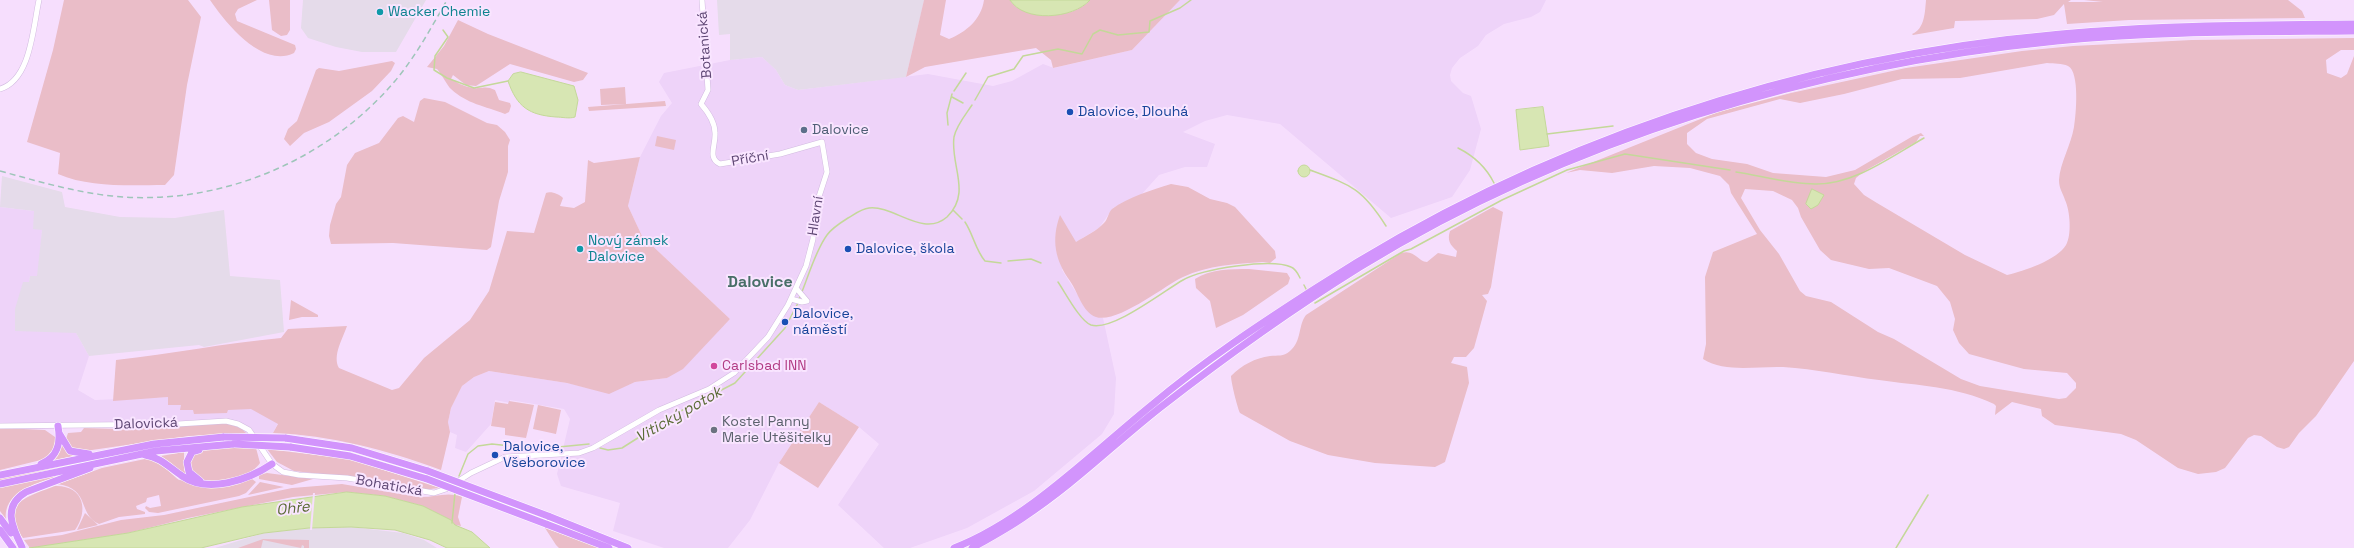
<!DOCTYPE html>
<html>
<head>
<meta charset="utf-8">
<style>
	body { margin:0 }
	canvas { display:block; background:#f6defd }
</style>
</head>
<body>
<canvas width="2354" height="548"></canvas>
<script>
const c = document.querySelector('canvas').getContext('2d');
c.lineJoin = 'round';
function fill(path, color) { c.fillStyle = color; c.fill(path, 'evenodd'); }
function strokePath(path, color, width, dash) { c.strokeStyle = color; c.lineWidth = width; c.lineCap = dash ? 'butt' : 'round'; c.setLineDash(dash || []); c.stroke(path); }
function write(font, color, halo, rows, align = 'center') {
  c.font = font + ' "Space Grotesk",sans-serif'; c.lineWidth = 4; c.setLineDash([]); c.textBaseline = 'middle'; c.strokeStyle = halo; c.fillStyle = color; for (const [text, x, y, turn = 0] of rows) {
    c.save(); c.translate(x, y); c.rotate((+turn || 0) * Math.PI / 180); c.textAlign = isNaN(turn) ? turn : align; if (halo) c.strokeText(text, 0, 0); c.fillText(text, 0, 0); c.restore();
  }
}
fill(new Path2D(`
	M1180 0H1546L1540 12 1531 17 1504 24 1486 35 1478 46 1460 58 1452 68 1450 75 1451 81 1463 93 1471 96 1481 129 1470 170 1452 197 1391 218 1280 124 1227 115 1205 121 1183 132 1215 144 1207 167H1185L1159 175 1141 195 1113 208 1099 228 1076 242 1062 270 1087 310 1097 317 1103 318 1116 378 1114 414 1102 434 1034 491 967 528 910 548H884L838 505 879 444 859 427 819 402 779 463 750 520 728 548H664L613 531 620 503 561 486 557 474 570 419 564 409 510 400V403L495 400 491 424 466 452 455 448 457 435 450 432 448 422 451 408 462 386 474 377 489 371 567 383 609 393 635 382 667 378 730 319 642 236 628 206 640 157 661 116 672 103 659 82 664 73 730 60 762 57 776 70 785 85 798 90 928 74 993 86 1012 81 1043 64 1054 68 1132 50Z
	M0 207 34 211 42 230 39 271 37 277 30 276 29 283 23 282 76 333 89 356 78 390 95 400 168 397 220 412 227 413 229 404 251 405 281 417 273 433 239 434 214 424 0 430Z`), '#eed3f9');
fill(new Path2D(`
	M303 0H426L396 52H362L336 47 308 38 301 28Z
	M717 0H924V1L906 77 798 90 785 85 776 70 762 57 730 60V34L719 35Z
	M2 176 62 192 65 207 120 217 175 218 224 210 230 276 280 280 284 332 204 347 199 345 89 356 76 333 15 331V309L23 282H29L30 276H37L42 230 33 229 34 211 0 207Z
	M351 527 403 533 424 540 437 548H215L264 533 309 528Z`), '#e5dbea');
fill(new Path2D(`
	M64 0H188L201 17 187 85 174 175 165 185C131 185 90 188 58 174L60 153 27 142 53 50Z
	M210 0H257L238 9 235 14 237 21 295 45 296 49 294 53C262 69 225 22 210 0Z
	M269 0H290V30L287 35 281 36 272 30Z
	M924 0H946L940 35 949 39C966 32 981 20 984 0H1010C1024 22 1074 19 1090 0H1180L1132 50 1053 68 1051 60 1036 48 925 67 906 77Z
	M1926 0H2071L2068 2H2103L2084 0H2288L2302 11 2305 18 2129 20 2067 24 2064 4 2054 15 2037 19 1955 21 1954 28 1913 35 1912 34C1925 29 1925 11 1926 0Z
	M458 20 488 34 588 73 583 80 574 82 510 64 476 86 466 85 453 75 451 79C459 84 469 89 479 88 486 87 489 87 495 90L499 100 510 103 511 106 509 112 505 114C485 106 467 104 451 89 448 87 441 73 437 69L427 67 444 46Z
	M2354 38V50H2341L2326 60 2327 73 2341 78 2347 74 2354 56V361L2316 416 2299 433 2289 447 2284 449 2277 447 2261 436 2254 435 2248 438 2225 468 2216 472 2198 474 2178 468 2136 440 2121 434 2055 425 2042 416 2041 409 2012 402 1995 415 1996 406 1994 404C1955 386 1920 386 1879 380 1847 376 1815 369 1783 367 1757 366 1725 373 1703 359L1706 344 1705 277 1713 252 1757 234 1731 193 1729 185 1720 176 1690 168 1654 166 1612 173 1580 170 1566 173 1718 112 1791 93 1906 68 2022 51 2073 46 2192 40ZM2047 63C2054 64 2062 63 2068 66 2080 72 2076 115 2074 127 2071 145 2060 163 2059 180 2059 189 2063 193 2065 200 2070 210 2072 235 2066 245 2057 260 2024 271 2007 275L1965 255 1877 203 1864 195 1854 184 1856 178 1863 172 1916 142 1920 136H1924L1921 133 1913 136 1855 170 1826 177 1773 173 1747 164 1712 159 1696 153 1687 144V133L1707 119 1780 99 1800 103 1844 94 1902 79 1960 78ZM1745 189 1773 191 1792 200 1798 208 1801 217 1820 250 1831 260 1869 269 1889 268 1937 286 1950 302 1955 319 1953 330 1959 343 1969 354 2024 369 2067 373 2076 383V388L2066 398 2059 399 1980 386 1961 379 1894 339 1878 332 1831 302 1806 296 1800 291 1779 254 1760 230 1741 198Z
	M392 61 395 63 391 71 372 91 329 122 304 133 290 146 284 139 288 129 297 121 316 70 319 68 339 71Z
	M625 87 626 104 601 105 600 89Z
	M424 98 445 102 487 123 497 125 505 132 510 140 508 146V172L499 201 491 247 487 250 393 243 331 244 329 236 330 225 336 204 341 197 347 165 355 153 379 143 398 118 403 116 414 122 420 101Z
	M665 101 666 106 589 111 588 107Z
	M657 136 676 140 674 150 655 146Z
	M640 157 628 206 642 236 730 319 683 369 667 378 635 382 609 394 567 383 489 371 474 377 462 386 451 408 448 422 450 432 441 470C387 450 330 435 273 433L278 424 251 409 228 410 227 413 194 414 193 410H180L181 405H168V397L113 401 116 360C171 354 225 343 281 338L288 329 347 326C343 338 332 356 339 368L392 390 399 388 424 358 470 320 489 291 507 231 534 233 546 193C551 191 559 194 563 198L560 206 574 208 585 202 588 160 594 163Z
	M1171 184 1188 187 1210 199 1227 203 1235 207 1275 251 1276 258 1270 263 1263 262C1236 264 1208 265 1183 277 1164 286 1117 324 1096 317 1082 312 1078 292 1070 281 1055 260 1051 240 1060 215L1076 242C1085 236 1097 231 1104 223 1108 219 1108 213 1112 209 1128 197 1152 190 1171 184Z
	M1493 207 1503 212 1491 287 1488 294 1482 295 1487 301 1474 348 1466 357H1454L1451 363 1467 367 1469 383 1445 462 1435 467 1375 463 1328 455 1290 441 1240 413C1237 406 1231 382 1231 376 1242 365 1255 358 1270 356 1278 355 1283 357 1290 351 1302 341 1298 325 1306 315L1401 253C1415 249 1417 261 1427 262L1438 253 1456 257 1457 251C1450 245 1447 240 1450 231Z
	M1249 269 1287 273 1290 278 1288 284 1243 315 1216 328 1210 301 1196 288 1195 279C1210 269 1231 269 1249 269Z
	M291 300 318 315V317H302L289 320Z
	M509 401 534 405 526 438 505 435V428L491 426 495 402 508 404Z
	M819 402 859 427 818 488 779 463Z
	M538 405 561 410 556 434 533 429Z
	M225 423 241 428 246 433 189 436 85 451 71 447 66 439 68 433 81 432 84 428 118 429Z
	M0 428 45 430 55 437V448L45 459 0 470Z
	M200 442 198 443 161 449 0 481V478L160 447Z
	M62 445 73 456 54 460Z
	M221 448H256L260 463C251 477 219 485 202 479 197 477 194 473 190 469L189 462 192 455 201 451Z
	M267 449 349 459 440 488 421 490 356 478 294 471 277 462Z
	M184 452V470L189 477 161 456Z
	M145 459C160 459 168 472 179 480L229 485 252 479 256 482 246 493 239 496 158 513 149 512 145 508 146 506 150 508 161 506 159 495 147 498 146 502 136 506 137 509 145 512V514L119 517 99 524C77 514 91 489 58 484L102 468Z
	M76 471C53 479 3 486 6 519L0 511V487Z
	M267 473 313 479 292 485 259 479V475Z
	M260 482 284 487 248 495Z
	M342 484 418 497C434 498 447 491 462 497L458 517 461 526 455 525 451 520 423 506 385 496 347 492 293 497 188 518 128 533 30 548 24 540 62 535 121 520 164 515 292 488Z
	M55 486C84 485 89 511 75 530L23 538C0 502 27 497 55 486Z
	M85 513 98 525 77 530Z
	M545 528 600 548H559L556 545Z
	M263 539 309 540V548H304V546L302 545 301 548 263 540 261 548H238Z`), '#eabdc8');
const water = new Path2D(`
	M1010 0H1090C1073 19 1024 23 1010 0Z
	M521 72 574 86 578 100 575 117C569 119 562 117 556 117 529 115 517 107 508 81L513 74Z
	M1543 107 1549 146 1520 150 1516 110Z
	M1298 171a6 6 0 1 1 12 0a6 6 0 1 1-12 0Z
	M1812 189 1824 195 1818 205 1811 209 1806 204Z
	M347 492 385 496 423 506 451 520 455 525 472 532 490 548H447L430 540 395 530 351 527 309 528 264 533 201 548H29L128 533 242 507Z`);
fill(water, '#d7e6b3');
strokePath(water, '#c4d899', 1);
fill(new Path2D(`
	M313 493H315L312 530H310Z`), '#f6defd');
strokePath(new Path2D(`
	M443 30 448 37 435 56 434 70 447 78 474 88 508 81
	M954 91 966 73
	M952 97 963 103
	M975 100 988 77 1014 69 1023 56 1058 49 1082 54 1093 34 1100 30 1118 35 1149 32 1150 21 1180 8 1191 0
	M948 125 947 113 952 94
	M1547 134 1613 126
	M1458 148C1474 156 1486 167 1494 183
	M1310 170C1351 185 1362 188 1386 226
	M1736 172C1762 176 1790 184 1815 184 1854 185 1892 156 1924 138
	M953 210 962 219
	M965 222C973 234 976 251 985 261L1001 263
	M1008 261 1031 259 1041 263
	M1058 282C1065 292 1080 321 1091 325 1112 332 1165 290 1183 280 1202 269 1271 258 1291 267 1296 269 1298 274 1300 278
	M1304 285 1306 289
	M799 299C808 279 814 253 827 235 832 228 840 223 848 218 855 214 861 209 869 208 894 205 923 238 947 217 972 193 950 165 954 137 956 126 966 114 972 105
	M1315 303 1404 251 1411 249 1502 200 1567 170 1625 154 1730 170
	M600 448 608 450 622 448 677 413 735 383 785 328 798 303
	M459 476 468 454 478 446 492 444 538 449 589 444
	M452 523 455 493
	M1896 548 1928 495`), '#c4d899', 1.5);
const tertiary = new Path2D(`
	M0 89C31 80 33 27 39 0
	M791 299 802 302 807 301 796 288
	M0 426 178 424 226 421 238 424 249 430 272 464 283 472 299 475 347 478 434 493 446 489 471 473 505 457 579 453 593 448 659 410 709 389 734 373 768 337 788 305 806 266 813 239 815 209 827 172 822 142 780 154 720 164C707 158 716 145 715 133 715 122 708 112 701 104L708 90 702 0`);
const trunk = new Path2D(`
	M59 433 70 451 89 454
	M285 438 352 448 428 471
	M290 447 350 456 427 479
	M199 450 192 452 187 462 189 472 200 481
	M145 455C160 457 170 468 182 476 208 494 248 480 272 464
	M41 464C58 457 61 443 58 426
	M0 475 154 444 224 437
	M0 484 156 451 234 444
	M548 516 628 548
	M0 518 11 533
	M546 524 609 548
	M0 530 13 548
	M22 547C12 527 2 506 26 492L90 468
	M954 548C1027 520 1092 453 1153 404 1204 361 1260 324 1316 288 1538 144 1798 57 2061 34 2158 25 2256 25 2354 24
	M972 548C990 538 1008 528 1024 517 1073 485 1115 443 1161 407 1225 357 1291 310 1360 267 1570 139 1814 65 2057 41 2156 31 2255 32 2354 31`);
strokePath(tertiary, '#d2bbe0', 6);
strokePath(trunk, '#fff', 8);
strokePath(tertiary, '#fff', 5);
strokePath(trunk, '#d294fc', 7);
strokePath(new Path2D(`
	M0 171C37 181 74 192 112 196 218 207 326 162 395 81 416 56 431 28 447 0`), '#9ec5b9', 1.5, [6, 4]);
const trunkBridge = new Path2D(`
	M224 437 285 438
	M234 444 290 447
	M428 471 548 516
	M427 479 546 524`);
strokePath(trunkBridge, '#fff', 8, []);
strokePath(trunkBridge, '#d294fc', 7);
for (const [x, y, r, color] of [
	[380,12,4,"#0f9aa8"],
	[1070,112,4,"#1a4fb4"],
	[804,130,4,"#5c6f8a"],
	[580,249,4,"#0f9aa8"],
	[848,249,4,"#1a4fb4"],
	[785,322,4,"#1a4fb4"],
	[714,366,4,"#d1479c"],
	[714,430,4,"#6b7280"],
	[495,455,4,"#1a4fb4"]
]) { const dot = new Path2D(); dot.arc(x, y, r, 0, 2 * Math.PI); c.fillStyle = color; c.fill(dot); strokePath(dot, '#f9e5ff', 1.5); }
write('14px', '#0d838f', '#f9e5ff', [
	["Wacker Chemie",388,12],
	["Nový zámek",588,241],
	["Dalovice",588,257]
], 'left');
write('14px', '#5d4673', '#f9e5ff', [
	["Botanická",705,45,-94],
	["Příční",750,159,-10],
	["Hlavní",816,216,-81],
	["Dalovická",146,424,-2],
	["Bohatická",389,486,10]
]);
write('14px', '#164399', '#f9e5ff', [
	["Dalovice, Dlouhá",1078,112],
	["Dalovice, škola",856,249],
	["Dalovice,",793,314],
	["náměstí",793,330],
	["Dalovice,",503,447],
	["Všeborovice",503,463]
], 'left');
write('14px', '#4e5e75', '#f9e5ff', [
	["Dalovice",812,130]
], 'left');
write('14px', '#b23c85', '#f9e5ff', [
	["Carlsbad INN",722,366]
], 'left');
write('14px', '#5b616d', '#f9e5ff', [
	["Kostel Panny",722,422],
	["Marie Utěšitelky",722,438]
], 'left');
write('italic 15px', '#5a6b35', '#f9e5ff', [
	["Vitický potok",679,415,-30],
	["Ohře",293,509,-7]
]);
write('bold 16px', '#496f68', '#f9e5ff', [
	["Dalovice",760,283]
]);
</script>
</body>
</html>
---*---
Scan the listing for the string "function". Copy each line that has it.

function fill(path, color) { c.fillStyle = color; c.fill(path, 'evenodd'); }
function strokePath(path, color, width, dash) { c.strokeStyle = color; c.lineWidth = width; c.lineCap = dash ? 'butt' : 'round'; c.setLineDash(dash || []); c.stroke(path); }
function write(font, color, halo, rows, align = 'center') {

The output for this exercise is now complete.